Pitfalls In Enterprise ML Strategy
Each BI strategy presentation talks about machine learning and actionable insights. It looks magical and exciting on slides, but ground reality is totally different. For many organizations, ML is coming down from peak of inflated expectations to dissatisfaction. In this article I will talk about four main pitfalls that corporate should avoid to reach target state- “data driven organization”.
Not Using ETL Tools
60% of efforts in ML are related to data preparation. Python is best language for data mining and exploration. This should be used during model building phase but should that same script deployed in production?. If your answer is “Yes” then please note this leads to complex mesh of data pipelines and soon it becomes unmanageable.
If right governance and ETL tooling is not used, then it creates tech debt. Organizations lose agility as they must spend more time in fixing data quality issues. This totally derails focusing on AI and ML.
Multiple Tools
I have seen many teams discussing about what tool to be used for which use case. Or which vendor product should be bought. Influence of vendors and preferences of tech communities within organization makes things worst. There are so many libraries, languages and vendor tools to achieve one single goal – “build models to help with predictions”. Many times, even experts fail to realize this. All it needs is selection of one single appropriate tooling.
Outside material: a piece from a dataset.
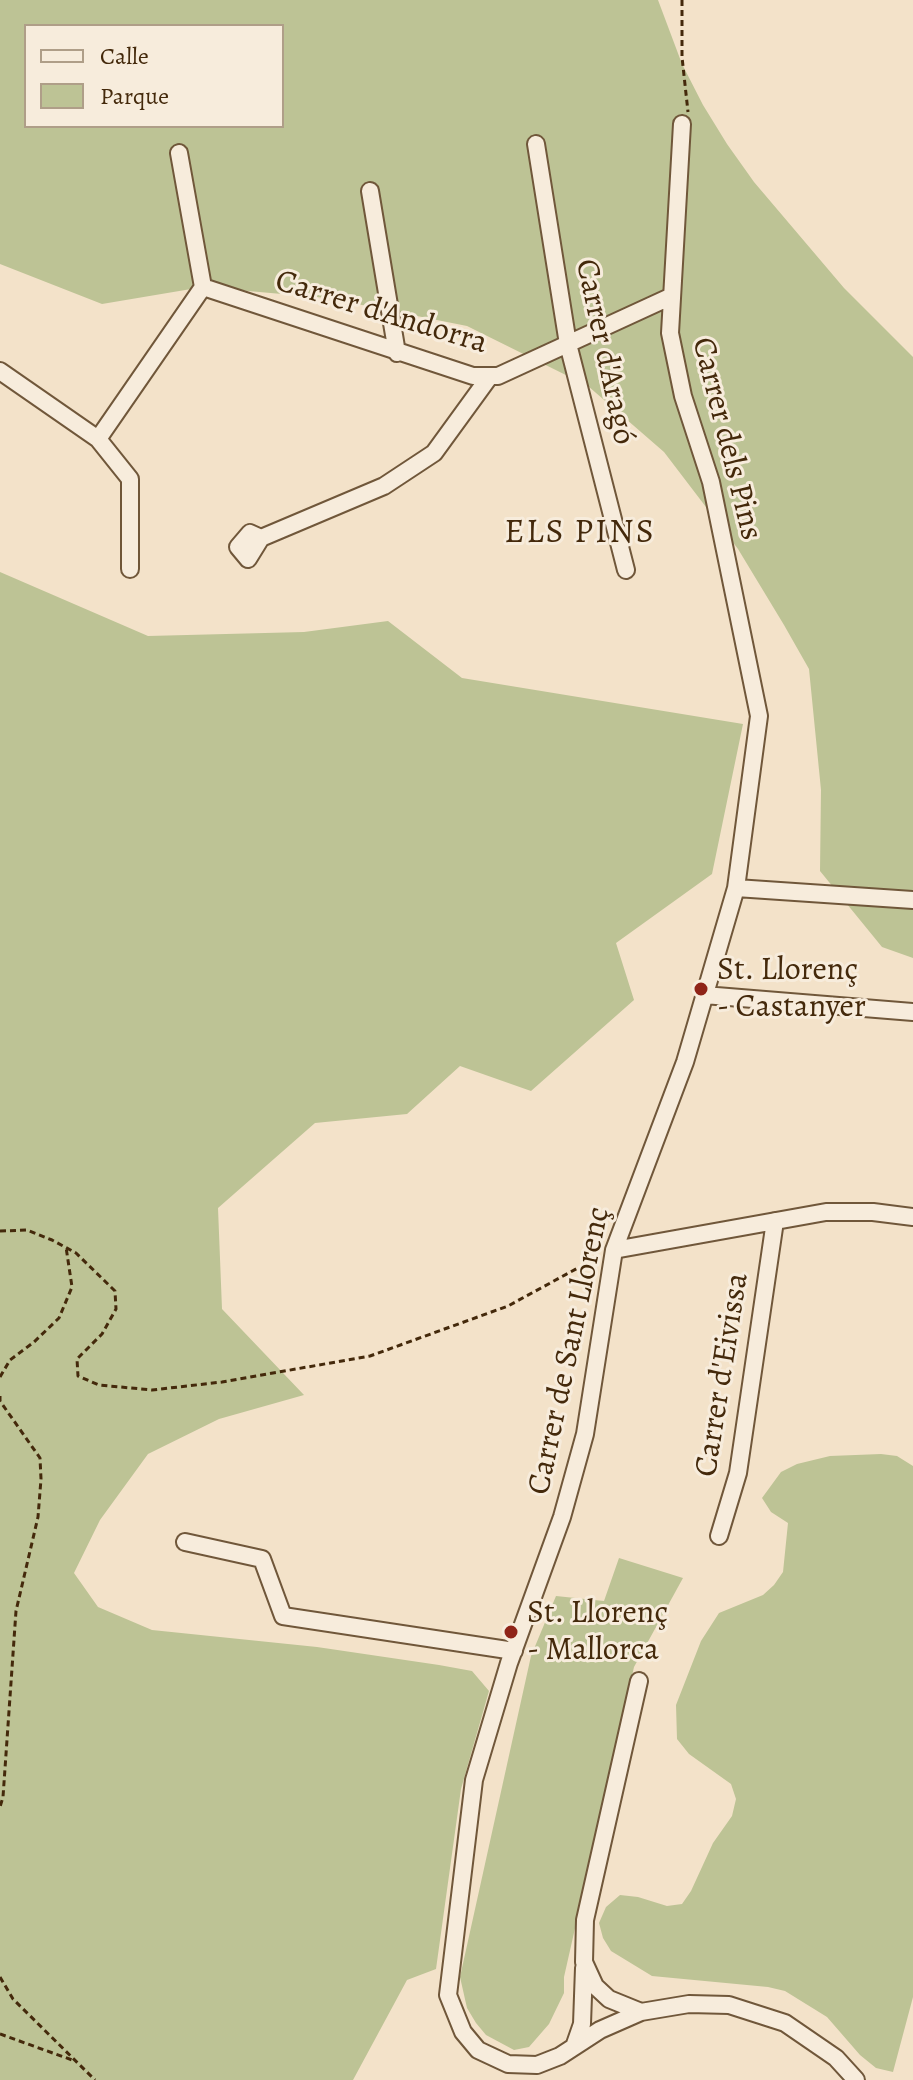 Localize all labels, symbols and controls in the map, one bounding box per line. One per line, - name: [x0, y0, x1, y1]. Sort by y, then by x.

Other option is to build framework to bring it all together.
Model Lifecycle Management
Building model and training model can be done easily. Many times, It doesn’t take more than 20 lines of code. Complex part is deploying model, version controlling and tracking it’s performance. Integrating models with REST APIs or deploying it as a scoring engine are not solved cleanly even by tech savvy organizations. Many times, each new model goes through same learning process leading to longer time to market. Above point (Multiple Tooling) makes this problem highly complex. Simple solution for this is to build model deployment frameworks - I will write about it in next article.
Over Engineering
I have been part to many discussions where people debated on “how to train model in distributed fashion” or “using in-memory database to support training process”. More than 95% of ML use cases or many companies do not need this. If organizations are working with structured text data then final dataset for model training doesn’t go beyond few Gigabytes. If we are trying to solve high end problems like – Computer vision, image recognition, audio tagging then that might need more resources. Here focus is diverted from solving business requirement to an arbitrary technical requirement.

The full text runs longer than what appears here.